We had all listened intently to this remarkable statement. It was Holmes who broke the silence.
"Our difficulties are not over," he remarked, shaking his head. "Our police work ends, but our legal work begins."
"Exactly," said I. "A plausible lawyer could make it out as an act of self-defense. There may be a hundred crimes in the background, but it is only on this one that they can be tried."
"Come, come," said Baynes cheerily, "I think better of the law than that. Self-defense. is one thing. To entice a man in cold blood with the object of murdering him is another, whatever danger you may fear from him. No, no, we shall all be justified when we see the tenants of High Gable at the next Guildford Assizes."
It is a matter of history, however, that a little time was still to elapse before the Tiger of San Pedro should meet with his deserts. Wily and bold, he and his companion threw their pursuer off their track by entering a lodging-house in Edmonton Street and leaving by the back-gate into Curzon Square. From that day they were seen no more in England. Some six months afterwards the Marquess of Montalva and Signor Rulli, his secretary, were both murdered in their rooms at the Hotel Escorial at Madrid. The crime was ascribed to Nihilism, and the murderers were never arrested. Inspector Baynes visited us at Baker Street with a printed description of the dark face of the secretary, and of the masterful features, the magnetic black eyes, and the tufted brows of his master. We could not doubt that justice, if belated, had come at last.
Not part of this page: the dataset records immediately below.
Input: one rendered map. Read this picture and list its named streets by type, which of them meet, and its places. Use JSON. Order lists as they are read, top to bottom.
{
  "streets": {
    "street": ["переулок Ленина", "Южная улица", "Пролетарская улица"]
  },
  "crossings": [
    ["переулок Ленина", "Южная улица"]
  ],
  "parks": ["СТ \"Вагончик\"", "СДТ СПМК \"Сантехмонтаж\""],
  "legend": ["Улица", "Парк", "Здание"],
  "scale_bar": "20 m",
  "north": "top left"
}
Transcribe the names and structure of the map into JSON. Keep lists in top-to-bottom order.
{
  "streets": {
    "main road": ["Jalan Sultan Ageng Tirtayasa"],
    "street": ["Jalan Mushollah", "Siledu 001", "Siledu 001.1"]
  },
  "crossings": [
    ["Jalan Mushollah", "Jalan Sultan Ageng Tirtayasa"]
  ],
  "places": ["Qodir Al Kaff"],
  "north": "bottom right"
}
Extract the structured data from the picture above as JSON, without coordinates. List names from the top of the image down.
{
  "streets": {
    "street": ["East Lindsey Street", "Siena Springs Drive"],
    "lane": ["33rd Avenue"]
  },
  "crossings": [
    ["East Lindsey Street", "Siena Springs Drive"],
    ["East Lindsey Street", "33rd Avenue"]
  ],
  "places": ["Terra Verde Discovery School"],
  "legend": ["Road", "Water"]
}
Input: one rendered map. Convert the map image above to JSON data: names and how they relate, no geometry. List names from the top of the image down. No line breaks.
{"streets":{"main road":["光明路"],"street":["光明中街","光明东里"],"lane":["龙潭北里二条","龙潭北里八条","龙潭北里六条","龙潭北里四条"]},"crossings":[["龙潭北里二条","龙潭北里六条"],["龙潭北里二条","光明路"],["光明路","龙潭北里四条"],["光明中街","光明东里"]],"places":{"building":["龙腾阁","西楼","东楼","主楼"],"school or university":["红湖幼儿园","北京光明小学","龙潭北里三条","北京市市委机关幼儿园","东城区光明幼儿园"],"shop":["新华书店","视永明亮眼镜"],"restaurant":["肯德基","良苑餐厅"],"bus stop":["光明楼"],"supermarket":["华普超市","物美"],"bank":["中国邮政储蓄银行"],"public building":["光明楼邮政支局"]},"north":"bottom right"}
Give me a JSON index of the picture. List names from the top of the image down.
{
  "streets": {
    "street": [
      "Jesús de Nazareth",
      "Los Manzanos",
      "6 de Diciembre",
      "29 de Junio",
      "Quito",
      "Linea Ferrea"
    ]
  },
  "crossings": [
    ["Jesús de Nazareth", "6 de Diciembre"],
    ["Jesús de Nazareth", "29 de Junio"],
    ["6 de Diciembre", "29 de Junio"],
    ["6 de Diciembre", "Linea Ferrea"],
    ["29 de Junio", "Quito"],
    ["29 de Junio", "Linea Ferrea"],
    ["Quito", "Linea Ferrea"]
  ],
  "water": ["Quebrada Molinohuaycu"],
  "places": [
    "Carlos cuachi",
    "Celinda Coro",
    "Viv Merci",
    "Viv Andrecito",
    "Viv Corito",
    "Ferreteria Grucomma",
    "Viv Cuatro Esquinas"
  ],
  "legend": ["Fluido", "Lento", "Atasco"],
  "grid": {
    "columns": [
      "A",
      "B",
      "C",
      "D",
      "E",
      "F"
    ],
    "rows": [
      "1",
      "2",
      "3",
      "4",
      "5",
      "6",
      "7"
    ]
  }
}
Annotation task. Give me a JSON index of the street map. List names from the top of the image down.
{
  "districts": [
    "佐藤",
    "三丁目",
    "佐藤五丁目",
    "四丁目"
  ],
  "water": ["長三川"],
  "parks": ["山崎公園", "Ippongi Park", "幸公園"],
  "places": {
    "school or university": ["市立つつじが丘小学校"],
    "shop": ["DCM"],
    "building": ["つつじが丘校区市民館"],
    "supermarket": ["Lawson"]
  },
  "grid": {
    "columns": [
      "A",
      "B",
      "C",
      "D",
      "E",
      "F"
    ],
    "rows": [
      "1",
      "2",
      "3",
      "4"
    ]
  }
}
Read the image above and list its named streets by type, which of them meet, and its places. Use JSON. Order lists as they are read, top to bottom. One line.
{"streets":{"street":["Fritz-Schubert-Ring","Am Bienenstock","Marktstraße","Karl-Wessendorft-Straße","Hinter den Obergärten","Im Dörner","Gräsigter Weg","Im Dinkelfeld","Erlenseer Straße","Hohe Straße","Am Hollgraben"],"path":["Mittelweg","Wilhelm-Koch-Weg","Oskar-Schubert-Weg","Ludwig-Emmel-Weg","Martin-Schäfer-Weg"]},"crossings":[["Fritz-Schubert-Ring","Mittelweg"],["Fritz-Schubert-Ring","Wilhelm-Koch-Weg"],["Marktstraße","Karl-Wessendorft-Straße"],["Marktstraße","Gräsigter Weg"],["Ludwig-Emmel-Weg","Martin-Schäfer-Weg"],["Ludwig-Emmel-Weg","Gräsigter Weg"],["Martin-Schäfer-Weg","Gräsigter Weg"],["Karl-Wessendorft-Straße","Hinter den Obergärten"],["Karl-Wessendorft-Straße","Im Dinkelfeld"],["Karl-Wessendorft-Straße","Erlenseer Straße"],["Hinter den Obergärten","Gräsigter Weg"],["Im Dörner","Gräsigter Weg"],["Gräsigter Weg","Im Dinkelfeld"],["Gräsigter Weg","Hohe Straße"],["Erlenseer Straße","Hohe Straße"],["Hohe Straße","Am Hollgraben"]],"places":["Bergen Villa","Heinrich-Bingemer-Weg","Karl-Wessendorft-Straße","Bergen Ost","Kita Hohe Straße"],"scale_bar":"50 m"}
"A chaotic case, my dear Watson," said Holmes over an evening pipe. "It will not be possible for you to present it in that compact form which is dear to your heart. It covers two continents, concerns two groups of mysterious persons, and is further complicated by the highly respectable presence of our friend, Scott Eccles, whose inclusion shows me that the deceased Garcia had a scheming mind and a well-developed instinct of self– preservation. It is remarkable only for the fact that amid a perfect jungle of possibilities we, with our worthy collaborator, the inspector, have kept our close hold on the essentials and so been guided along the crooked and winding path. Is there any point which is not quite clear to you?"
"The object of the mulatto cook's return?"
"I think that the strange creature in the kitchen may account for it. The man was a primitive savage from the backwoods of San Pedro, and this was his fetish. When his companion and he had fled to some prearranged retreat – already occupied, no doubt by a confederate – the companion had persuaded him to leave so compromising an article of furniture. But the mulatto's heart was with it, and he was driven back to it next day, when, on reconnoitering through the window, he found policeman Walters in possession. He waited three days longer, and then his piety or his superstition drove him to try once more. Inspector Baynes, who, with his usual astuteness, had minimized the incident before me, had really recognized its importance and had left a trap into which the creature walked. Any other point, Watson?"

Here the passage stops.